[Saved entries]
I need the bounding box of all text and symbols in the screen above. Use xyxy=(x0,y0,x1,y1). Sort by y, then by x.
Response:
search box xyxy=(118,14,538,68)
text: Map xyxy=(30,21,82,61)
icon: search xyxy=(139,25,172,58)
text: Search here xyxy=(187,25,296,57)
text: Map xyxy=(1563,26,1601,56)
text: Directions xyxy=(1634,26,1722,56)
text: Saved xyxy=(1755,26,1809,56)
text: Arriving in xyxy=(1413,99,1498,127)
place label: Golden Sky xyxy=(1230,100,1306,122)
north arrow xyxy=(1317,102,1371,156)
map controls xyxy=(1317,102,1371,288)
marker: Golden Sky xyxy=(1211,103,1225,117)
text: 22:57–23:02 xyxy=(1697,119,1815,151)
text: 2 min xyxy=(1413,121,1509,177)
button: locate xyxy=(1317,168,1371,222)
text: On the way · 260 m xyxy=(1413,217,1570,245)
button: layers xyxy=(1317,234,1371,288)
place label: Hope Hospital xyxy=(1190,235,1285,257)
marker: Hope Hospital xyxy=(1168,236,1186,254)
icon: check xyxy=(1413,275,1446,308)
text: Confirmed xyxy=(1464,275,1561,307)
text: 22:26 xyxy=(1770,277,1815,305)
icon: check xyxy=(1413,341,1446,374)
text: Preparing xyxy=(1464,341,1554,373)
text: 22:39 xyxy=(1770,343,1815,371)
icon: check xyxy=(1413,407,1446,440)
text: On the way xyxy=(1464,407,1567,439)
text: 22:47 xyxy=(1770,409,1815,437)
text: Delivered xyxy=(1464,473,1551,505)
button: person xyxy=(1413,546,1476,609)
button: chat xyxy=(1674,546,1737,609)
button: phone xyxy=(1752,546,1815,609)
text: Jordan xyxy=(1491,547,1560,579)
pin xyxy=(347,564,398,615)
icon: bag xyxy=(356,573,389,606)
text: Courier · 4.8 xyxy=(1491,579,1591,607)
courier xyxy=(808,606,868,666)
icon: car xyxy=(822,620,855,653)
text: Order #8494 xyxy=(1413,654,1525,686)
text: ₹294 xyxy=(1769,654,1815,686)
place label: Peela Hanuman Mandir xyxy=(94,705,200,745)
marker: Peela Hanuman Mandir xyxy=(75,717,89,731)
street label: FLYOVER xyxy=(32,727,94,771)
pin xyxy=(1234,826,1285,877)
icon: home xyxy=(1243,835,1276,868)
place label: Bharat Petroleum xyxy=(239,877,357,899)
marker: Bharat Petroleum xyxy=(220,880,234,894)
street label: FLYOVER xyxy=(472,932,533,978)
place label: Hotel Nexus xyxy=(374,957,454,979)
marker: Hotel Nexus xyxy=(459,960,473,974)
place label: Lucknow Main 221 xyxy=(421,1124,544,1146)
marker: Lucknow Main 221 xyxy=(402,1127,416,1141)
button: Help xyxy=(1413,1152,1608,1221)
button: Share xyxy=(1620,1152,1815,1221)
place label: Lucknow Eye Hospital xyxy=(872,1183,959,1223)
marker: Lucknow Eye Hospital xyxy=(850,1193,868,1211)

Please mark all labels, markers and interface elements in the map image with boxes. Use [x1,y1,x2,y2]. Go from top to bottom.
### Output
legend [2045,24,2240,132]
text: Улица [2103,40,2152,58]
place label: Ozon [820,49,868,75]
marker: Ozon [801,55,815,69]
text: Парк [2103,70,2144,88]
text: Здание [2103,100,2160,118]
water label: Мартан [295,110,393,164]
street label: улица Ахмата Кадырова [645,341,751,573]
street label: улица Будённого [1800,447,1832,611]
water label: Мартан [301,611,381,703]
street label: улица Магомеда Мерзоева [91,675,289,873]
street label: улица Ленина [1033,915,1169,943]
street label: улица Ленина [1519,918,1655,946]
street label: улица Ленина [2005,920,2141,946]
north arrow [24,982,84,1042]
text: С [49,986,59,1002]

Your goal:
All entries are to be repeated exactly and completely.

Answer to this problem:
I need the bounding box of all text and symbols in the screen above. Use xyxy=(x0,y0,x1,y1). Sort by y, then by x.
Response:
search box xyxy=(118,14,538,68)
text: Map xyxy=(30,21,82,61)
icon: search xyxy=(139,25,172,58)
text: Search here xyxy=(187,25,296,57)
text: Map xyxy=(1563,26,1601,56)
text: Directions xyxy=(1634,26,1722,56)
text: Saved xyxy=(1755,26,1809,56)
text: Arriving in xyxy=(1413,99,1498,127)
place label: Golden Sky xyxy=(1230,100,1306,122)
north arrow xyxy=(1317,102,1371,156)
map controls xyxy=(1317,102,1371,288)
marker: Golden Sky xyxy=(1211,103,1225,117)
text: 22:57–23:02 xyxy=(1697,119,1815,151)
text: 2 min xyxy=(1413,121,1509,177)
button: locate xyxy=(1317,168,1371,222)
text: On the way · 260 m xyxy=(1413,217,1570,245)
button: layers xyxy=(1317,234,1371,288)
place label: Hope Hospital xyxy=(1190,235,1285,257)
marker: Hope Hospital xyxy=(1168,236,1186,254)
icon: check xyxy=(1413,275,1446,308)
text: Confirmed xyxy=(1464,275,1561,307)
text: 22:26 xyxy=(1770,277,1815,305)
icon: check xyxy=(1413,341,1446,374)
text: Preparing xyxy=(1464,341,1554,373)
text: 22:39 xyxy=(1770,343,1815,371)
icon: check xyxy=(1413,407,1446,440)
text: On the way xyxy=(1464,407,1567,439)
text: 22:47 xyxy=(1770,409,1815,437)
text: Delivered xyxy=(1464,473,1551,505)
button: person xyxy=(1413,546,1476,609)
button: chat xyxy=(1674,546,1737,609)
button: phone xyxy=(1752,546,1815,609)
text: Jordan xyxy=(1491,547,1560,579)
pin xyxy=(347,564,398,615)
icon: bag xyxy=(356,573,389,606)
text: Courier · 4.8 xyxy=(1491,579,1591,607)
courier xyxy=(808,606,868,666)
icon: car xyxy=(822,620,855,653)
text: Order #8494 xyxy=(1413,654,1525,686)
text: ₹294 xyxy=(1769,654,1815,686)
place label: Peela Hanuman Mandir xyxy=(94,705,200,745)
marker: Peela Hanuman Mandir xyxy=(75,717,89,731)
street label: FLYOVER xyxy=(32,727,94,771)
pin xyxy=(1234,826,1285,877)
icon: home xyxy=(1243,835,1276,868)
place label: Bharat Petroleum xyxy=(239,877,357,899)
marker: Bharat Petroleum xyxy=(220,880,234,894)
street label: FLYOVER xyxy=(472,932,533,978)
place label: Hotel Nexus xyxy=(374,957,454,979)
marker: Hotel Nexus xyxy=(459,960,473,974)
place label: Lucknow Main 221 xyxy=(421,1124,544,1146)
marker: Lucknow Main 221 xyxy=(402,1127,416,1141)
button: Help xyxy=(1413,1152,1608,1221)
button: Share xyxy=(1620,1152,1815,1221)
place label: Lucknow Eye Hospital xyxy=(872,1183,959,1223)
marker: Lucknow Eye Hospital xyxy=(850,1193,868,1211)

Please mark all labels, markers and interface elements in the map image with boxes. Use [x1,y1,x2,y2]. Go from top to bottom.
### Output
legend [2045,24,2240,132]
text: Улица [2103,40,2152,58]
place label: Ozon [820,49,868,75]
marker: Ozon [801,55,815,69]
text: Парк [2103,70,2144,88]
text: Здание [2103,100,2160,118]
water label: Мартан [295,110,393,164]
street label: улица Ахмата Кадырова [645,341,751,573]
street label: улица Будённого [1800,447,1832,611]
water label: Мартан [301,611,381,703]
street label: улица Магомеда Мерзоева [91,675,289,873]
street label: улица Ленина [1033,915,1169,943]
street label: улица Ленина [1519,918,1655,946]
street label: улица Ленина [2005,920,2141,946]
north arrow [24,982,84,1042]
text: С [49,986,59,1002]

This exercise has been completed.